I also tried checking out 133fe1c and have the same issue with getting QMK to build anything from it

 make input_club/ergodox_infinity:default:dfu-util-split-left
QMK Firmware 0.20.6
WARNING: Some git submodules are out of date or modified.
 Please consider running make git-submodule.

Making input_club/ergodox_infinity with keymap default and target dfu-util-split-left

platforms/chibios/platform.mk:102: lib/chibios-contrib/os/common/startup/ARMCMx/compilers/GCC/mk/startup_k20x7.mk: No such file or directory
platforms/chibios/platform.mk:103: lib/chibios/os/common/ports/ARMCMx/compilers/GCC/mk/port_v7m.mk: No such file or directory
platforms/chibios/platform.mk:104: lib/chibios/os/hal/ports/KINETIS/K20x/platform.mk: No such file or directory
platforms/chibios/platform.mk:255: lib/chibios/os/hal/hal.mk: No such file or directory
platforms/chibios/platform.mk:259: lib/chibios/os/rt/rt.mk: No such file or directory
platforms/chibios/platform.mk:261: lib/chibios/os/hal/lib/streams/streams.mk: No such file or directory
make[1]: *** No rule to make target `lib/chibios/os/hal/lib/streams/streams.mk'.  Stop.
make: *** [input_club/ergodox_infinity:default:dfu-util-split-left] Error 1
Make finished with errors
(base) jeffreybecca@jbeccaMBP qmk_firmware % make git-submodule
QMK Firmware 0.20.6
Synchronizing submodule url for 'lib/chibios'
Synchronizing submodule url for 'lib/chibios-contrib'
Synchronizing submodule url for 'lib/googletest'
Synchronizing submodule url for 'lib/lufa'
fatal: No url found for submodule path 'lib/lvgl' in .gitmodules
make: *** [git-submodule] Error 128

Any tips would be appreciated. I just want my keyboard to work again.
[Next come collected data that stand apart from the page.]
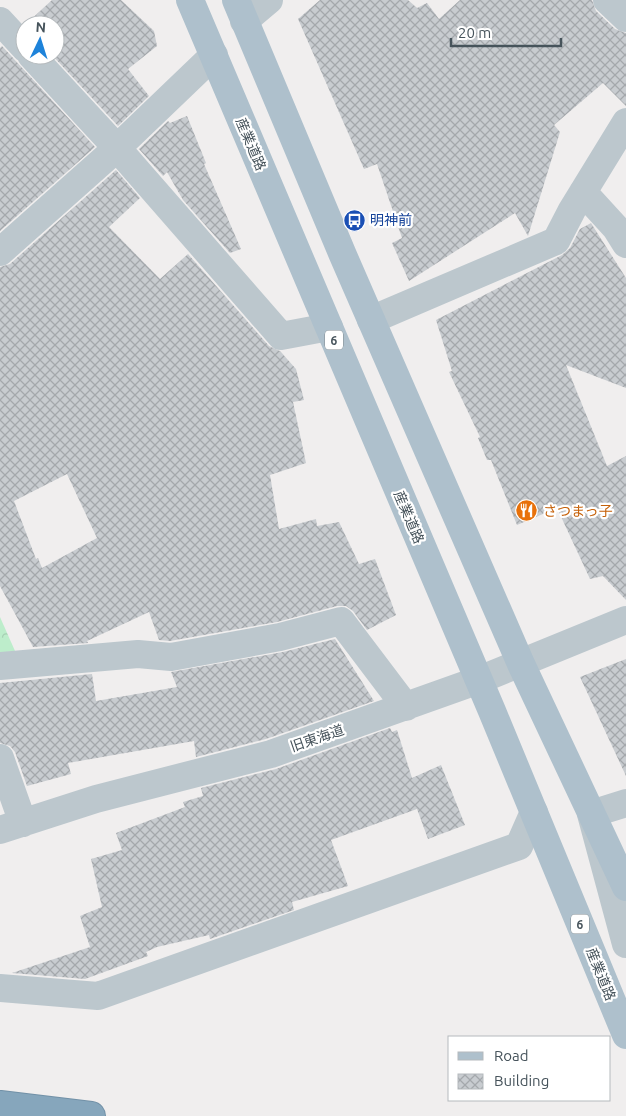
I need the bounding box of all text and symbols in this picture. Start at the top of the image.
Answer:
north arrow [15,15,65,65]
scale bar [451,15,561,47]
text: N [35,19,47,35]
text: 20 m [458,24,491,41]
street label: 産業道路 [233,115,269,173]
bus stop icon: 明神前 [342,208,366,232]
place label: 明神前 [370,212,412,228]
road number: 6 [325,330,343,350]
street label: 産業道路 [391,488,427,546]
restaurant icon: さつまっ子 [515,499,539,523]
place label: さつまっ子 [543,503,612,519]
street label: 旧東海道 [288,721,346,755]
road number: 6 [571,914,589,934]
street label: 産業道路 [583,945,619,1003]
legend [448,1036,611,1101]
text: Road [494,1047,529,1064]
text: Building [494,1072,549,1089]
fauxpark commented 1 year ago

WARNING: Some git submodules are out of date or modified. Please consider running make git-submodule.

Make sure there are no modifications to the submodules with git status. If there are, remove those folders and try again.

jbecca commented 1 year ago

I was not able to get an old commit working with the QMK CLI tool, but I did (hopefully) fix my keyboard by doing a hard reset on my repo and adding the work around mentioned above to my config.h. If additional testing help is needed before a fix for this makes it to master, I am available.

limitedreality commented 10 months ago

Seeing several commits being pushed lately related to this bug that has one of my keyboards bricked. If it's ready to be tested, let me know and I'm happy to.